The Law Clinics at 25: Attorneys Sam and Jeb Lock

March 28, 2016

by Jennifer R. Lloyd

(This piece ran as part of a series honoring the 25th anniversary of the St. Mary’s University School of Law clinical programs.)

Attorneys Jeb Lock, left, and Sam Lock
Attorneys Jeb Lock, left, and Sam Lock

Brothers Sam Lock (J.D. ’98) and Jeb Lock (J.D. ’05) still recall the first cases they handled while students in the St. Mary’s Law Criminal Justice Clinic — from traffic tickets to alleged assaults.

Jeb Lock, who has a private criminal defense practice in San Antonio and is a part-time judge for the Bexar County Magistrate, said his first case resulted in a dismissal of an assault causing bodily injury. He remembered how happy and appreciative his client was of his work.

“That let me know what defending people accused of crimes is really all about and how much satisfaction we can receive from doing our job,” he said.

His older brother Sam Lock had a less favorable view of the court system before he began the clinical program. While in high school, Sam Lock said he had been a complainant in a case and thought court was awful.

“What a terrible place to be every day,” he said of his first impression of the legal system.

But “learning how to navigate the system through the clinic gave me a very different perspective,” he said. “To be there to stick up for somebody else, that’s what drives me, and that started in the clinic.”

Sam Lock came into law school knowing he wanted to be a courtroom lawyer and also knowing he wanted to take part in the clinical program, which solidified his ideas about what it means to practice law, and assured him that it was his calling. Now Sam Lock is a criminal defense attorney whose practice extends from San Antonio into Guadalupe, Comal and Hays counties.

Sam Lock said working with Clinical Professor of Law Stephanie Stevens and her husband and criminal defense attorney Mark Stevens, who is an adjunct with the clinic, was inspirational.

“It’s not only that they put out people who are good lawyers, but those people are also loyal to the ideals of the clinic and criminal defense in particular,” Sam Lock said.

Jeb Lock said he can easily spot new attorneys in the courthouse who have gone through the clinical program.

“You can see the extra work they’re putting into their cases and the preparation they put into the motions they are filing and arguing,” Jeb Lock said.

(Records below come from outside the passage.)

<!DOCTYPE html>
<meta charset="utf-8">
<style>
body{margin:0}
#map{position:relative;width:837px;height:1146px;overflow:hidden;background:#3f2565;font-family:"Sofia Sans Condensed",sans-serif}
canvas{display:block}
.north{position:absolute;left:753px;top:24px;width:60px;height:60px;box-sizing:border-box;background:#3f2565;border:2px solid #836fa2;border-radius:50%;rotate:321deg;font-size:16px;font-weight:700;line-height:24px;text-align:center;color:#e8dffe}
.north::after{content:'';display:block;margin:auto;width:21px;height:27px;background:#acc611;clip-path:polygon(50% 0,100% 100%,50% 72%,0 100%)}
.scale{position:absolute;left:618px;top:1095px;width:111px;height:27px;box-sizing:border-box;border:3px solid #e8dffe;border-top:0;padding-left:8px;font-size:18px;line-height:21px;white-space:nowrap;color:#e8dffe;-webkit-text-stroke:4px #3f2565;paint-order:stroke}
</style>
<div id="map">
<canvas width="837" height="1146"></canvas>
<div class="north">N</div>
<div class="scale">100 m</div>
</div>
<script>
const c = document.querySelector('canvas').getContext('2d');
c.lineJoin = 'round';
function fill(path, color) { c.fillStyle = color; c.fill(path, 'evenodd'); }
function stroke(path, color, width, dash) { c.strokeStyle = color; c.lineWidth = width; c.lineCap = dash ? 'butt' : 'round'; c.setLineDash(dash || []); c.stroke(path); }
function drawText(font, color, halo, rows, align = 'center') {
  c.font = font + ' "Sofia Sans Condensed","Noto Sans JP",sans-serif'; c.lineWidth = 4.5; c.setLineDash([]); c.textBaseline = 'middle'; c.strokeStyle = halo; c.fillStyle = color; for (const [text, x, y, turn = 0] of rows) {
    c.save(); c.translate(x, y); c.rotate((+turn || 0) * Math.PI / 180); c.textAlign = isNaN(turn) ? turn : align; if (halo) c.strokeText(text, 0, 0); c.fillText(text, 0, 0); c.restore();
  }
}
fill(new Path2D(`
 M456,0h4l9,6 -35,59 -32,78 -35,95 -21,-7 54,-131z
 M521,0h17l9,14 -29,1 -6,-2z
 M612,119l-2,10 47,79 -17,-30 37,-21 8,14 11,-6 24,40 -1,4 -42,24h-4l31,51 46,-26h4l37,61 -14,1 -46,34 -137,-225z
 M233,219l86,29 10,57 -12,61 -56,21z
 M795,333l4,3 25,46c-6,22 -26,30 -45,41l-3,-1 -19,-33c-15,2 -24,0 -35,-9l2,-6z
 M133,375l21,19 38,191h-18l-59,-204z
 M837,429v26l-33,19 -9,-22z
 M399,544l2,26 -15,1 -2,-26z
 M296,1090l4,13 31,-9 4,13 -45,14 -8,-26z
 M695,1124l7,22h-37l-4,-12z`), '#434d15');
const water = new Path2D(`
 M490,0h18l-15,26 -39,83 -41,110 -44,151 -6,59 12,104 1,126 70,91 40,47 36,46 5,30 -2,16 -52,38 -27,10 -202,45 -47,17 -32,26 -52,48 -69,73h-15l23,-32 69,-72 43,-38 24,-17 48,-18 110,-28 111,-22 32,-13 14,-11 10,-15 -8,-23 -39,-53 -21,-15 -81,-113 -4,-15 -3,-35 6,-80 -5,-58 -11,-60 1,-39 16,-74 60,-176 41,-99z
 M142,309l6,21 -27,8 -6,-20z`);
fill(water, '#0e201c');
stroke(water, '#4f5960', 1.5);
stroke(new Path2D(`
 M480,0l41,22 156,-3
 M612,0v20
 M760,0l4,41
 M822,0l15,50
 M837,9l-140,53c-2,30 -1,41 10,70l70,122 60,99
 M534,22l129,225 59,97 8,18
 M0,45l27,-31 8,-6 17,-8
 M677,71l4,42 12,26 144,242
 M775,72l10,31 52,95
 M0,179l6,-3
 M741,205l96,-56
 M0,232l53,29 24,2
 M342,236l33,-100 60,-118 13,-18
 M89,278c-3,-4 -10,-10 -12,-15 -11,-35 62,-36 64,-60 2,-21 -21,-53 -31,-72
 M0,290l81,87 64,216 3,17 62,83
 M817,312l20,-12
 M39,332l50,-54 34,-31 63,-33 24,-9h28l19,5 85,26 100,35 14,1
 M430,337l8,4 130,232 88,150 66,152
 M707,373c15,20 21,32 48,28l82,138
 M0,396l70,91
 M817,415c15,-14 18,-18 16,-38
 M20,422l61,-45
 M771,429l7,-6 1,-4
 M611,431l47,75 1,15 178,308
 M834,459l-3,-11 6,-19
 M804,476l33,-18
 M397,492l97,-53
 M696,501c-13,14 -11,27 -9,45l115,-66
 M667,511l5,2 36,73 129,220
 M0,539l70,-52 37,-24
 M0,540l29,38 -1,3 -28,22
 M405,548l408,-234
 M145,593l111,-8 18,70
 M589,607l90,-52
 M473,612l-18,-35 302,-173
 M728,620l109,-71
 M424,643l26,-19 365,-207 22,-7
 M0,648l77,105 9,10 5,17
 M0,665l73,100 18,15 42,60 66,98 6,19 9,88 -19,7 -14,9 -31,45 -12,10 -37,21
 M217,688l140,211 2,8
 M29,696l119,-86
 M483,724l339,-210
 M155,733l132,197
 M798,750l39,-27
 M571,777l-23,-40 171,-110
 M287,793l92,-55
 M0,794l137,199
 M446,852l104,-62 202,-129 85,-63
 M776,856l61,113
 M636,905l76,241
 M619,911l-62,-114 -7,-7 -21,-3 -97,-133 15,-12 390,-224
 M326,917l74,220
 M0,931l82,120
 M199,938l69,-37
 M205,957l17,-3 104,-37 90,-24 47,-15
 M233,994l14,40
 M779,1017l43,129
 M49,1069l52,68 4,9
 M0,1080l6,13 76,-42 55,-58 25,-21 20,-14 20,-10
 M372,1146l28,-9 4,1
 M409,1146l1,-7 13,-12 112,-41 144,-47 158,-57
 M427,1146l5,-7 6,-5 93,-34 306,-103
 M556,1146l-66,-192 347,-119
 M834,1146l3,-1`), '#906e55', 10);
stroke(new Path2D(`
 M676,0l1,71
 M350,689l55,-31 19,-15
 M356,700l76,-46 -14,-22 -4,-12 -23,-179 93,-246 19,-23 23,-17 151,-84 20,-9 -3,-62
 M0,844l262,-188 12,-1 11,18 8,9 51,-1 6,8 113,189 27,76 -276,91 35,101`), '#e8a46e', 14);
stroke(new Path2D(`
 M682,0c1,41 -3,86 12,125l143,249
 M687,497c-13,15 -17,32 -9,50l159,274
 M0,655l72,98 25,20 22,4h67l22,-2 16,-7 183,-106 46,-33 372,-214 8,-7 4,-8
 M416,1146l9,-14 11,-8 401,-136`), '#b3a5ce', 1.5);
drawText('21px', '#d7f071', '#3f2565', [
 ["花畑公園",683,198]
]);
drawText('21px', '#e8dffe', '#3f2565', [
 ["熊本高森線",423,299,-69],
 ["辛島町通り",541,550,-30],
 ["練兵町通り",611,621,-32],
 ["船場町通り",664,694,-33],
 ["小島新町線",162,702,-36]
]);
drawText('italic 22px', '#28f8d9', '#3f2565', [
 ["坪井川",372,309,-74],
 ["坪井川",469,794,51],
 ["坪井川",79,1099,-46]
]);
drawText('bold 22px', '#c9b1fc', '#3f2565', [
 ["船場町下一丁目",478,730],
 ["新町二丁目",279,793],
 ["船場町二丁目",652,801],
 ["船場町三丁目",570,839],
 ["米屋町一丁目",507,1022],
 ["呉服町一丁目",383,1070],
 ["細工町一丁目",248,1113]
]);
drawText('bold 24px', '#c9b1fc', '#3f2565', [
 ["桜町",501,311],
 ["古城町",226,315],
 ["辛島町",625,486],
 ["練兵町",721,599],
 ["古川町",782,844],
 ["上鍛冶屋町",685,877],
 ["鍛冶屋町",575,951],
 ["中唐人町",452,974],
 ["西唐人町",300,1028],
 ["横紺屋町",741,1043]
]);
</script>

Sam Lock said countless people, beyond the clinic clients, have been affected by the work of the clinic, when you include the family members of those helped and the many clients who have knocked on the doors of lawyers who have graduated from the clinical program.

“It’s hard, as you go on through your career, to remember the ideal. But there’s such a clear picture presented of it” through the clinic that the lesson stays embedded, Sam Lock said. “You learn to stick up for people who don’t have the ability to stick up for themselves.”